State-run prescription drug-monitoring programs are a realistic solution
Combing the information of the entire state, these databases track prescriptions for painkillers and locate issues in overprescribing. Best practices for this method include making it available in real-time, making it universal (meaning its used by all prescribers for all controlled substances), and ensuring it’s actively managed (i.e. alerts immediately sent to prescribers).

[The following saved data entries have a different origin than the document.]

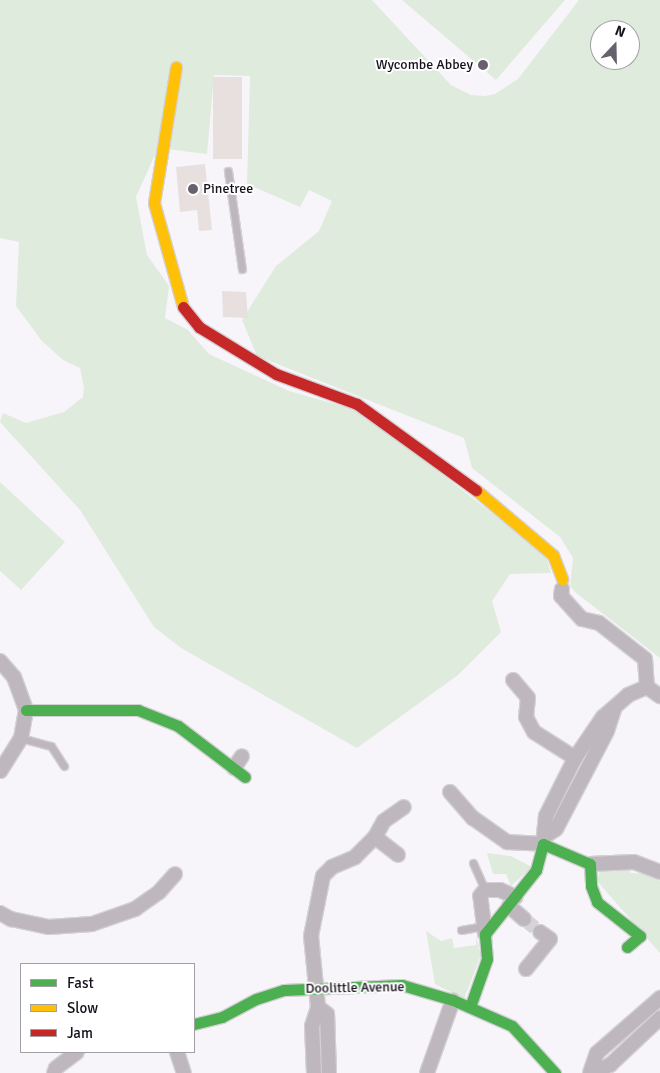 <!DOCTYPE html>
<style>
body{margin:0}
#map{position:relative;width:660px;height:1073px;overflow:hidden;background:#f8f5fa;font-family:Signika,sans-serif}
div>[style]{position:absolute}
.green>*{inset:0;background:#dfebdc}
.building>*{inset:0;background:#e7e0de;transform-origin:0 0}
.street-tunnel>*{height:14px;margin-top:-7px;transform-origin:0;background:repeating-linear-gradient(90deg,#d6d3d9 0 14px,transparent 0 21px)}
.roads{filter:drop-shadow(1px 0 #d4d1d6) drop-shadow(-1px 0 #d4d1d6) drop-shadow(0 1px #d4d1d6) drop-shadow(0 -1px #d4d1d6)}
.lane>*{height:7px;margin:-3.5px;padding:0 3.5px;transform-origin:3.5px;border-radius:3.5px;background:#beb8be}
.street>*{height:14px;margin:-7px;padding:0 7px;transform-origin:7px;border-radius:7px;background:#beb8be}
.fast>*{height:11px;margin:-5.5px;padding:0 5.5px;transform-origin:5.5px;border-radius:5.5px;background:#4caf50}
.slow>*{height:11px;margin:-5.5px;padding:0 5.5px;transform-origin:5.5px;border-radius:5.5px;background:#ffc107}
.jam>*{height:11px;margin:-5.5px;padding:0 5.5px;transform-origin:5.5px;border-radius:5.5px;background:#c62828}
.dots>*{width:14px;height:14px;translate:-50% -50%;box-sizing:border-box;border:2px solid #fff;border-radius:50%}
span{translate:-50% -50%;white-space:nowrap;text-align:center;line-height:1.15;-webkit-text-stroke:4px #fff;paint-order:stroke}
.poi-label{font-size:14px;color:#17111c}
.right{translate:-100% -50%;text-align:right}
.left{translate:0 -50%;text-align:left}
.street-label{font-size:14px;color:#17111c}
.legend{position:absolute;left:20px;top:963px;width:175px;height:90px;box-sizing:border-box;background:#fff;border:1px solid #a2a0a4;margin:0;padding:6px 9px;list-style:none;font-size:15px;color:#17111c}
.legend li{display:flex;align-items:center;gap:10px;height:25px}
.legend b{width:25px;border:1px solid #a2a0a4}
.north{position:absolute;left:590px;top:20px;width:50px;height:50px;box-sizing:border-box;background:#fff;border:1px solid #a2a0a4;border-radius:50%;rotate:21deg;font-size:14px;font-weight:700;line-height:20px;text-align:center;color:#17111c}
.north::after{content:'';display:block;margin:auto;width:18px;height:22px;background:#66616a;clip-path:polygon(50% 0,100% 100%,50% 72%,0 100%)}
</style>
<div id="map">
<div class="green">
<i style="clip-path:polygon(evenodd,0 0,372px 0,451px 85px,471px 95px,485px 96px,495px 94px,518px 79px,579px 0,660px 0,660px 658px,575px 592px,570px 586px,573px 558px,560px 537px,472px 468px,464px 438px,257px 356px,242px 320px,276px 266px,319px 231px,332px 201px,309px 190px,300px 207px,247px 184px,250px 76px,214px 75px,207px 154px,158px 148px,136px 197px,147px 255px,169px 286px,165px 318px,188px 330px,209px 354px,289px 391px,360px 411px,546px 555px,551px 573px,510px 574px,492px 601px,501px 632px,458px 675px,357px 748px,181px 648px,154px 627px,80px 510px,0 422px,3px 413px,26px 423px,64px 412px,83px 397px,84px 388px,80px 368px,63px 360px,41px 340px,16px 306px,19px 242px,0 238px,0 0,600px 30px,630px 30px,630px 60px,600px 60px,600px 30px)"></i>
<i style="clip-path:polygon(402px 0,565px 0,496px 80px)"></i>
<i style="clip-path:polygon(0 482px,65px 542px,21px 590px,0 571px)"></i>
<i style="clip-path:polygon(487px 853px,511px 856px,532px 867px,511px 886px,506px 874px,493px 874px)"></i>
<i style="clip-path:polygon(628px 868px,631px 873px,655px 874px,660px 881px,660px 953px,597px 881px,600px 870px)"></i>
<i style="clip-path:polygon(426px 931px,441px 941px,452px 938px,454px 948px,476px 945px,476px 936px,481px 955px,464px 999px,435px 984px)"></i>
</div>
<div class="building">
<i style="left:213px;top:77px;width:29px;height:82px"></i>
<i style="clip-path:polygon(205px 164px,212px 230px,199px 231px,197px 210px,180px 212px,176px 167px)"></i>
<i style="clip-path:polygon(222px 291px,246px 292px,248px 318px,223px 317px)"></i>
</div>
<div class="street-tunnel">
<i style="left:524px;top:919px;width:21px;rotate:39deg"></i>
</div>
<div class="roads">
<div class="lane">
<i style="left:228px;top:171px;width:99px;rotate:81.9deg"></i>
<i style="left:21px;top:738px;width:31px;rotate:15deg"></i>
<i style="left:51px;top:746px;width:24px;rotate:57deg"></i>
<i style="left:473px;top:863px;width:30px;rotate:66deg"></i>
<i style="left:461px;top:930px;width:23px;rotate:-10deg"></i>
</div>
<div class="street">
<i style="left:562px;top:589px;width:7px;rotate:98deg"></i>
<i style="left:561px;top:596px;width:31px;rotate:48deg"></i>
<i style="left:582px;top:619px;width:17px;rotate:13deg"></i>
<i style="left:599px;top:623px;width:58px;rotate:38deg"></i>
<i style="left:645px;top:659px;width:28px;rotate:86deg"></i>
<i style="left:0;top:661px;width:21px;rotate:49deg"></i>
<i style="left:14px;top:677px;width:35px;rotate:70deg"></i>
<i style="left:26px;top:710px;width:28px;rotate:100deg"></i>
<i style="left:21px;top:738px;width:39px;rotate:122deg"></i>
<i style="left:513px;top:680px;width:23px;rotate:50deg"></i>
<i style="left:528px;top:698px;width:19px;rotate:96deg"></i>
<i style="left:526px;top:717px;width:17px;rotate:62deg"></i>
<i style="left:534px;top:732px;width:49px;rotate:32.4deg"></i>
<i style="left:234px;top:768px;width:14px;rotate:-56deg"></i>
<i style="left:450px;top:792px;width:35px;rotate:49deg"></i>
<i style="left:473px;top:818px;width:42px;rotate:35.2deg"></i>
<i style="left:507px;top:842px;width:36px;rotate:3deg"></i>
<i style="left:543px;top:844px;width:28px;rotate:-84deg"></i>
<i style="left:546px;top:816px;width:65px;rotate:-63.4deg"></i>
<i style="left:575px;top:758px;width:50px;rotate:-55.7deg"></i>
<i style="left:603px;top:717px;width:33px;rotate:-41deg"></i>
<i style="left:628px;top:695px;width:21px;rotate:-23deg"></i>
<i style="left:647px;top:687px;width:16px;rotate:35deg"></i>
<i style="left:375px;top:837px;width:29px;rotate:38deg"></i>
<i style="left:544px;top:837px;width:14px;rotate:-34deg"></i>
<i style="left:556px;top:829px;width:110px;rotate:-62.5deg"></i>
<i style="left:607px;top:731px;width:25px;rotate:-72deg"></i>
<i style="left:590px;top:864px;width:44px;rotate:-2.6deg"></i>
<i style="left:634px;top:862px;width:28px;rotate:21deg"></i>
<i style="left:509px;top:906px;width:20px;rotate:41deg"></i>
<i style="left:0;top:913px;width:13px;rotate:29deg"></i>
<i style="left:11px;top:919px;width:39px;rotate:12deg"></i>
<i style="left:49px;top:927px;width:43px;rotate:-4deg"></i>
<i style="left:92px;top:924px;width:46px;rotate:-19.2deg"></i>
<i style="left:135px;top:909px;width:29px;rotate:-35deg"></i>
<i style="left:159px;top:892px;width:24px;rotate:-48deg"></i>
<i style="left:485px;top:934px;width:38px;rotate:-97deg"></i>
<i style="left:480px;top:896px;width:8px;rotate:-50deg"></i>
<i style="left:485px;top:890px;width:15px"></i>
<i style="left:500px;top:890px;width:17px;rotate:24deg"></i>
<i style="left:526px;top:969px;width:38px;rotate:-51deg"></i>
<i style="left:550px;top:939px;width:12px;rotate:-145deg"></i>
<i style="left:177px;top:1052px;width:22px;rotate:72deg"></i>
<i style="left:54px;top:1073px;width:5px;rotate:-68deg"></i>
<i style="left:56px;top:1068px;width:26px;rotate:-37deg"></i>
<i style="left:314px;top:1073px;width:47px;rotate:-92.4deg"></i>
<i style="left:312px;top:1026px;width:20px;rotate:-72deg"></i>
<i style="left:329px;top:1073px;width:59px;rotate:-91.9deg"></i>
<i style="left:327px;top:1014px;width:11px;rotate:-142deg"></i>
<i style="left:318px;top:1007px;width:71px;rotate:-95.6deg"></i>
<i style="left:311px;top:936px;width:61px;rotate:-78.7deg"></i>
<i style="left:323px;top:876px;width:13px;rotate:-45deg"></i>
<i style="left:332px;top:867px;width:25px;rotate:-23deg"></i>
<i style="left:355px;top:857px;width:28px;rotate:-45deg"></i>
<i style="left:375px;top:837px;width:18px;rotate:-61deg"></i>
<i style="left:384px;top:821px;width:24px;rotate:-35deg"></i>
<i style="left:427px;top:1073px;width:77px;rotate:-70.4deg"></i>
<i style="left:590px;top:1073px;width:21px;rotate:-71deg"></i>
<i style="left:597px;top:1053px;width:84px;rotate:-41.1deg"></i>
<i style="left:591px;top:1073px;width:21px;rotate:-23deg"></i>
<i style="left:610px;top:1065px;width:69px;rotate:-43.2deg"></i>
</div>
<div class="fast">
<i style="left:26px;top:710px;width:112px"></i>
<i style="left:138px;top:710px;width:43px;rotate:21.8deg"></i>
<i style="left:178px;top:726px;width:84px;rotate:37.3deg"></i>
<i style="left:470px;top:1007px;width:51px;rotate:-70.5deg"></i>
<i style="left:487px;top:959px;width:25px;rotate:-95deg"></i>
<i style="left:485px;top:934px;width:82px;rotate:-51.4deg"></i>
<i style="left:536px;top:870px;width:27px;rotate:-75deg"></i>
<i style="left:543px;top:844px;width:51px;rotate:23.1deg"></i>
<i style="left:590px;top:864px;width:22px;rotate:87deg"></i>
<i style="left:591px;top:886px;width:17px;rotate:69deg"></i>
<i style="left:597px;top:902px;width:55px;rotate:38.3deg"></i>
<i style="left:640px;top:936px;width:17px;rotate:140deg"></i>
<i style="left:194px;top:1024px;width:29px;rotate:-14deg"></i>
<i style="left:222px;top:1017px;width:38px;rotate:-28deg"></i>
<i style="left:256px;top:999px;width:29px;rotate:-18deg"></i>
<i style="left:284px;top:990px;width:118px;rotate:-2.4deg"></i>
<i style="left:402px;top:985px;width:53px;rotate:16.4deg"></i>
<i style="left:453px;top:1000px;width:64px;rotate:23.8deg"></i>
<i style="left:512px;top:1026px;width:64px;rotate:47.5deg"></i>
</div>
<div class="slow">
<i style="left:176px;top:67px;width:138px;rotate:99.2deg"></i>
<i style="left:154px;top:203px;width:108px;rotate:74.4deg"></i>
<i style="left:476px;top:490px;width:101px;rotate:40.2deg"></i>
<i style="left:553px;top:555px;width:26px;rotate:69deg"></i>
</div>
<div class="jam">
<i style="left:183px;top:307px;width:26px;rotate:51deg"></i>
<i style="left:199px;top:327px;width:90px;rotate:31.4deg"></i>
<i style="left:276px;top:374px;width:86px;rotate:20.3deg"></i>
<i style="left:357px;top:404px;width:147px;rotate:35.9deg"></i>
</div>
</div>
<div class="dots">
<i style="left:483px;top:65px;background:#66616a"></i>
<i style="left:193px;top:189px;background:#66616a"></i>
</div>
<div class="poi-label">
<span class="right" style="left:473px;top:65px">Wycombe Abbey</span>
<span class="left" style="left:203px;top:189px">Pinetree</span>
</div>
<div class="street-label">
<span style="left:355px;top:988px;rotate:-1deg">Doolittle Avenue</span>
</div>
<ul class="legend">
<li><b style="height:6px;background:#4caf50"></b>Fast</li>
<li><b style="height:6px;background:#ffc107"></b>Slow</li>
<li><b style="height:6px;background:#c62828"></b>Jam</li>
</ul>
<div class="north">N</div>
</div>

Some states have tried them—and they’ve worked
In 2012, New York required prescribers to checks the state’s prescription drug monitoring program before prescribing painkillers. In 2013, the state saw a 75 percent decline in the number of patients obtaining painkillers from multiple subscribers. Florida, which began a pill mill crackdown in 2010, saw a 50 percent decrease in overdose deaths from oxycodone in 2012.
According to CDC Director Frieden, prescriptions have increased 400 percent in a decade, which has directly contributed to the number of deaths from these drugs. “Overdose rates are higher where these drugs are prescribed more frequently,” says Frieden. “States and practices where prescribing rates are highest need to take a particularly hard look at ways to reduce the inappropriate prescription of these dangerous drugs.”